Secondly, if there is a marital problem, we may be tempted to look for blame. Is Tom at fault or his wife? But at this point it doesn’t really matter. You see, we can fall into the secular trap of thinking that either the husband or the wife is causing problems in the marriage then that excuses the other “innocent” party when they are tempted to look elsewhere or to pursue separation but it does not.
So, whatever the exact situation and whatever the rights and wrongs, we are going to go into any conversation with Tom, Gladys and Ethel with some firm Biblical principles. And once again, whilst the Bible’s teaching on The Trinity will not give us exhaustive answers to whatever problems we discover, it still has a significant contribution to make.
So let’s go and meet Tom and Gladys. This time, it doesn’t (at first appearance) take much to open the situation up. During the coffee break at church, you ask Tom how the family are . There’s a pause. “Not great to be honest.” He replies after a bit. Gladys and I just seem to be arguing all the time. It feels like our love has grown cold.” He starts to open up. Yes he has been tempted to look elsewhere, yes there’s someone at Home Group who he finds he relates to. She appreciates his humour, she respects him. No, nothing has happened yet. His conscience has stepped in and prevented him from acting further.
Again at this point you are probably thinking:
- “If only real life were this simple?

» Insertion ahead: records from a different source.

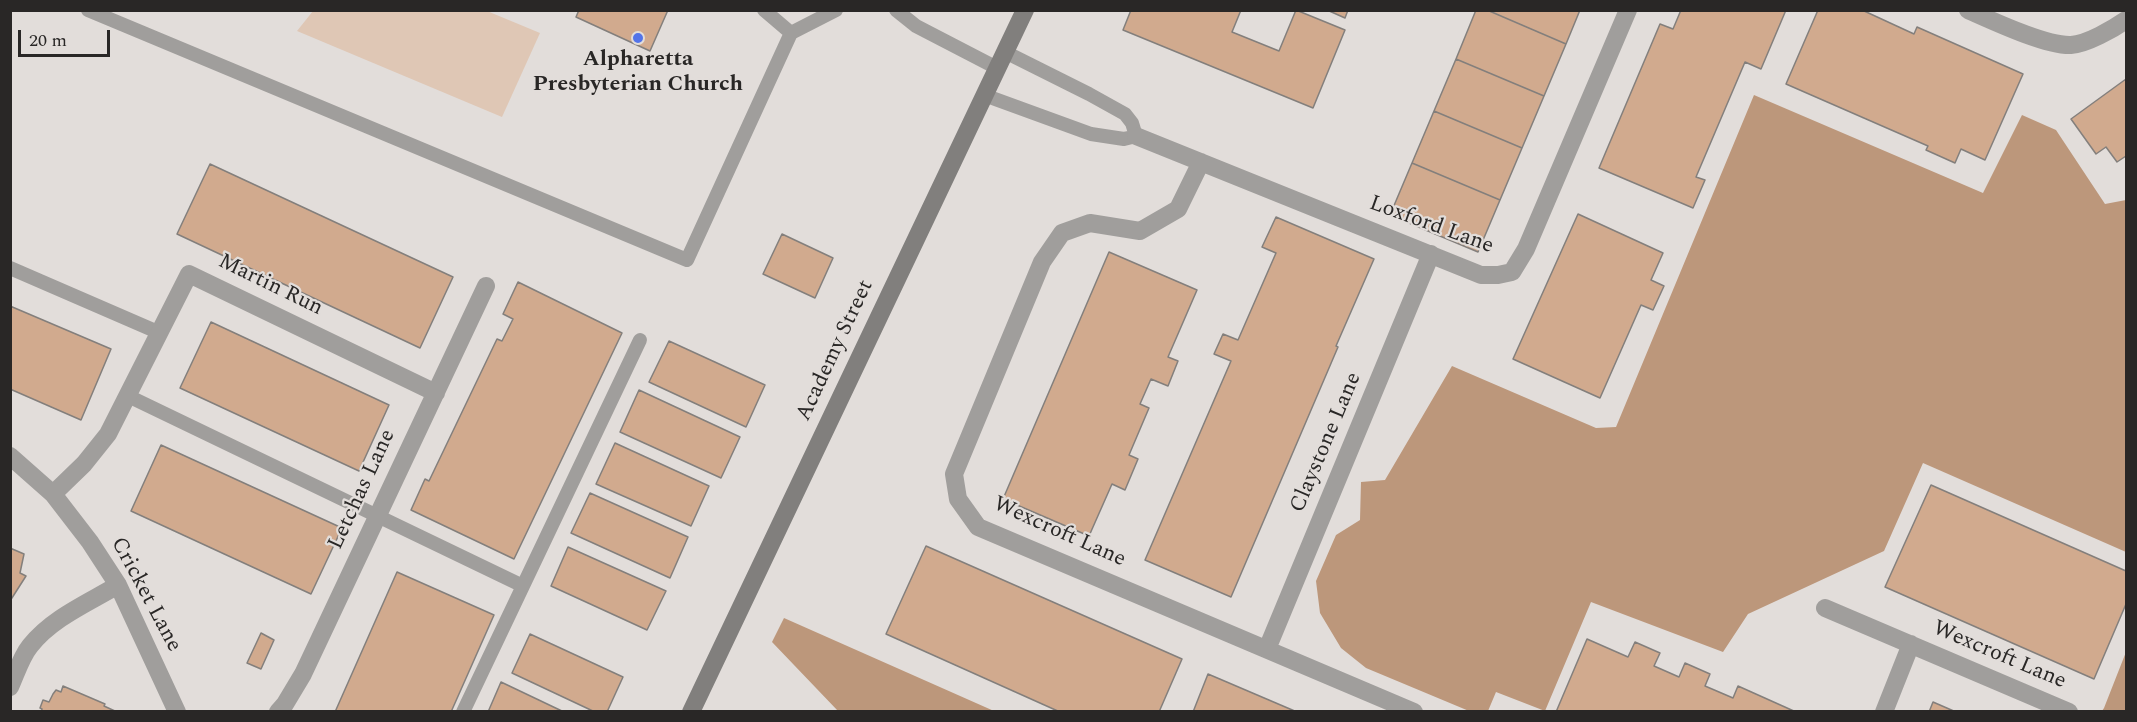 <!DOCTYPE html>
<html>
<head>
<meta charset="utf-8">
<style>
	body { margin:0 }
	#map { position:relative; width:2137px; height:722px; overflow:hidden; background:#e2ddda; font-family:Spectral,serif }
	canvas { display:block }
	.frame { position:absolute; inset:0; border:12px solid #292726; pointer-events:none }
	.scale { position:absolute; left:18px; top:30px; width:92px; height:27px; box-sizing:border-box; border:3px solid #292726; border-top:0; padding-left:8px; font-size:18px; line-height:21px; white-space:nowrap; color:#292726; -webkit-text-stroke:4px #e2ddda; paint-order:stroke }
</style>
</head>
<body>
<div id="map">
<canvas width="2137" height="722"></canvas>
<div class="frame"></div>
<div class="scale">20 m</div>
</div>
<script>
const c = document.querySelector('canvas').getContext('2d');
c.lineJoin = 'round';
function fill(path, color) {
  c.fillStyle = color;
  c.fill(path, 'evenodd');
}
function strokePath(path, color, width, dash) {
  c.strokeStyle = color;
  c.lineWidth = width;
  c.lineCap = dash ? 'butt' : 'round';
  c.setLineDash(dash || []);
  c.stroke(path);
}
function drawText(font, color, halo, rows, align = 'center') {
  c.font = font + ' Spectral,serif';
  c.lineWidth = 4.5;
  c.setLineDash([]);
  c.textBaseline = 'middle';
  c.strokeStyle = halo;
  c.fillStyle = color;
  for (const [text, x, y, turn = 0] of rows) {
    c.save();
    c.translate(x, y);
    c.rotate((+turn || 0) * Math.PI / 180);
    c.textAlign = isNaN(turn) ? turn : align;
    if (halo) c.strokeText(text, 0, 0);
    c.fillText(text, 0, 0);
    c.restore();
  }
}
const green = new Path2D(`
	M 487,11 L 540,33 L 502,117 L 297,31 L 313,11 Z`);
const forest = new Path2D(`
	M 1754,95 L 1983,193 L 2022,115 L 2056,130 L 2105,204 L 2126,200 L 2126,552 L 1923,463 L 1884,551 L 1748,614 L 1723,652 L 1591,602 L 1545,711 L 1496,692 L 1488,711 L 1469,711 L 1366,668 L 1341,648 L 1320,613 L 1316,581 L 1336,535 L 1360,520 L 1361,482 L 1385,480 L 1452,366 L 1596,428 L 1616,427 Z
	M 784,618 L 994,711 L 838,711 L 772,642 Z
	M 2126,652 L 2126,711 L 2102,711 L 2104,708 Z`);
const building = new Path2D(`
	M 579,10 L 668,10 L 650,51 L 576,17 Z
	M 1131,10 L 1241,10 L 1232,32 L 1279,51 L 1296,10 L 1345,30 L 1313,108 L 1123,30 Z
	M 1327,10 L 1348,10 L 1345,18 Z
	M 1476,10 L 1487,10 L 1566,44 L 1544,96 L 1456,59 Z
	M 1487,10 L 1580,10 L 1566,44 Z
	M 1681,10 L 1786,10 L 1761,69 L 1745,62 L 1696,177 L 1705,180 L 1693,208 L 1599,168 L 1660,24 L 1673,29 Z
	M 1818,10 L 1862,10 L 1914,34 L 1917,27 L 2023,74 L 1985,160 L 1961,149 L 1955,163 L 1926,150 L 1928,146 L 1786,84 Z
	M 1456,59 L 1544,96 L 1522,148 L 1434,111 Z
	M 2126,79 L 2126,156 L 2117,162 L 2106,147 L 2096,154 L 2071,119 Z
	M 1434,111 L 1522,148 L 1500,200 L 1412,163 Z
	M 1412,163 L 1500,200 L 1478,252 L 1390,215 Z
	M 210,164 L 453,277 L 420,348 L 177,234 Z
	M 1578,214 L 1663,253 L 1651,280 L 1664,286 L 1653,310 L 1641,305 L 1600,398 L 1513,359 Z
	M 1276,217 L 1374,259 L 1336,346 L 1338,347 L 1231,597 L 1145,560 L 1231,361 L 1214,354 L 1223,334 L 1238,340 L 1276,253 L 1262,247 Z
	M 782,234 L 833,258 L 815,298 L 763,274 Z
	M 1109,252 L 1197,290 L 1168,357 L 1178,361 L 1168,386 L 1151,379 L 1140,404 L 1149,408 L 1129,455 L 1138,459 L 1125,490 L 1112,484 L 1089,536 L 1003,499 Z
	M 518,282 L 622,333 L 514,559 L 411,510 L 425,479 L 429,481 L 497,339 L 502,341 L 513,319 L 503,314 Z
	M 10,306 L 111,349 L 81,420 L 10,389 Z
	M 211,322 L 389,405 L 359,471 L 180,388 Z
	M 669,341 L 765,385 L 746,427 L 649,382 Z
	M 639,390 L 740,437 L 721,478 L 620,432 Z
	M 615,443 L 709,486 L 691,526 L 596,484 Z
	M 161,445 L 342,528 L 311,594 L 131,511 Z
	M 1931,485 L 2126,571 L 2126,604 L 2094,679 L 1885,587 Z
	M 590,493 L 688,537 L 670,578 L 571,533 Z
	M 926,546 L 1182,659 L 1159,712 L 1060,712 L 886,634 Z
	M 568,547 L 666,591 L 647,630 L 551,586 Z
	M 10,548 L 24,554 L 20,573 L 26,576 L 10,601 Z
	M 397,572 L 494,615 L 451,712 L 335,712 Z
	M 261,633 L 274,640 L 261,669 L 247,663 Z
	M 530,634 L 623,677 L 607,712 L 595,712 L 512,673 Z
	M 1587,639 L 1628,657 L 1635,642 L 1660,653 L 1654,666 L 1679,677 L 1685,663 L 1710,674 L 1705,686 L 1733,698 L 1738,686 L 1796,712 L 1556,712 Z
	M 1208,674 L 1297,712 L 1193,712 Z
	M 501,682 L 564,712 L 488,712 Z
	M 63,686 L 105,704 L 104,706 L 117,712 L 41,712 L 42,709 L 40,708 L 43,700 L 49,702 L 53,694 L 56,690 L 61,692 Z
	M 1933,702 L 1956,712 L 1929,712 Z`);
const lane = new Path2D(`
	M 88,10 L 687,260 L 791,33 L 836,10
	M 764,10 L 791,33
	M 896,10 L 916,26 L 997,68
	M 984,95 L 1091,134 L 1124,139 L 1136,136 L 1132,123 L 1125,114 L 1089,94 L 1005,52
	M 10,268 L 160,333
	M 128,396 L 523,586
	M 463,712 L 640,340`);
const street = new Path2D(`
	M 1968,10 C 1993,21 2046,46 2071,45 C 2087,44 2113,29 2126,20
	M 1136,136 L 1481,275 L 1498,275 L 1512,272 L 1526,249 L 1628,10
	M 1201,162 L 1178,209 L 1140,231 L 1090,223 L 1062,233 L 1042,262 L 954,474 L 958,499 L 978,527 L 1414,712
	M 10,456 L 53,494 L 90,542 L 118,585 L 177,712
	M 53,494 L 84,464 L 108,434 L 189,274 L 436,393
	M 1825,608 L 2069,712
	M 1267,649 L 1431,254
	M 10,687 C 16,674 21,657 30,646 C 52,618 88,603 118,585
	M 278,712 L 285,704 L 303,674 L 486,286
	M 1884,712 L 1911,644`);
const secondary = new Path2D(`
	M 691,712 L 1025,10`);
const markers = [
	[638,38,6,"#5374e9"]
];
const poiNames = [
	["Alpharetta",638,61],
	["Presbyterian Church",638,86]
];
const streetNames = [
	["Loxford Lane",1431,226,20],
	["Martin Run",270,286,26],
	["Academy Street",836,351,-65],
	["Claystone Lane",1327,443,-67],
	["Letchas Lane",363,490,-65],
	["Wexcroft Lane",1059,533,24],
	["Cricket Lane",145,595,62],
	["Wexcroft Lane",1999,656,23]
];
fill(green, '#dfc7b5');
fill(forest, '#bc977b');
fill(building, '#d1aa8e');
strokePath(building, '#837f7c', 1.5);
strokePath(lane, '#a09e9c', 14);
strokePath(street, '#a09e9c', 18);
strokePath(secondary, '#817f7d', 18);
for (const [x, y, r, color] of markers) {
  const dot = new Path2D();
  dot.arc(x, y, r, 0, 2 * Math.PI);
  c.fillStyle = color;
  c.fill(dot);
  strokePath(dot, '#e2ddda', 2);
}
drawText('bold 22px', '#292726', '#e2ddda', poiNames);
drawText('22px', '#292726', '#e2ddda', streetNames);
</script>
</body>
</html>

People don’t tend to spill the beans that easily do they?”
- “I’m not convinced even right now that Tom has told me all the truth or that he’s doing so willingly. Can I be sure that this isn’t just the partial confession of someone who has already been caught out?”
- Even if this is “all” that there is, surely this in itself is serious. Does he realise and will he accept how serious this is? It’s easy isn’t it to hide behind the “we only formed a ‘platonic’ relationship” excuse and ignore the fact that adultery is committed first in the heart and that already a relationship appears to be in progress providing a counterfeit rival to the exclusive commitment required in marriage.
These are all good points which again we will want to talk through. At this stage though let’s just highlight how the Doctrine of the Trinity will shape our presuppositions as we begin to talk things over.
Once again, the key foundation is that God is Love. The Trinity presses home the point that this love is eternal and essential to his character. For the people involved in this messy situation this provides three levels of good news.
- It gives Tom and Gladys an insight into what love should be like, what the true nature of love is. Love isn’t something we fall into and fall out of. If God’s love is eternal then it is characterised by faithfulness. When God calls Tom and Gladys to love each other faithfully and not to give up on each other, he is calling them to do something that he does. Faithfulness is essential to God’s loving character. Just as The Father eternally loves the Son, so the Father and Son have shown covenant faithfulness to us. It’s no this basis that God tells us to keep on loving even through the dry and difficult spells.
- This eternal love is inherent to God but not to us. He is infinite, we are finite. He is perfect, we are fallen. We will fail. We do not match up to his perfect standard. This means two things. First of all, it means that we are going to have to work at faithfulness. We cannot expect t things to come together easily. So when Tom and Gladys look forward and see that the path ahead is going to be difficult and painful as they try to sort things out, there’s no surprise. It is going to be costly but then they married “For richer, for poorer, for better, for worse, in sickness and in health.” This is good news because it stops them and us walking into the counselling situation thinking that we’re going to wave some spiritual magical wand over the situation.
- This eternal love offers the promise that He will never leave us on our own to face the problem. It means that His grace and forgiveness are on offer. This is good news because it means it is possible for Tom and Gladys to face up to what is ahead and to be even more honest than they already have been.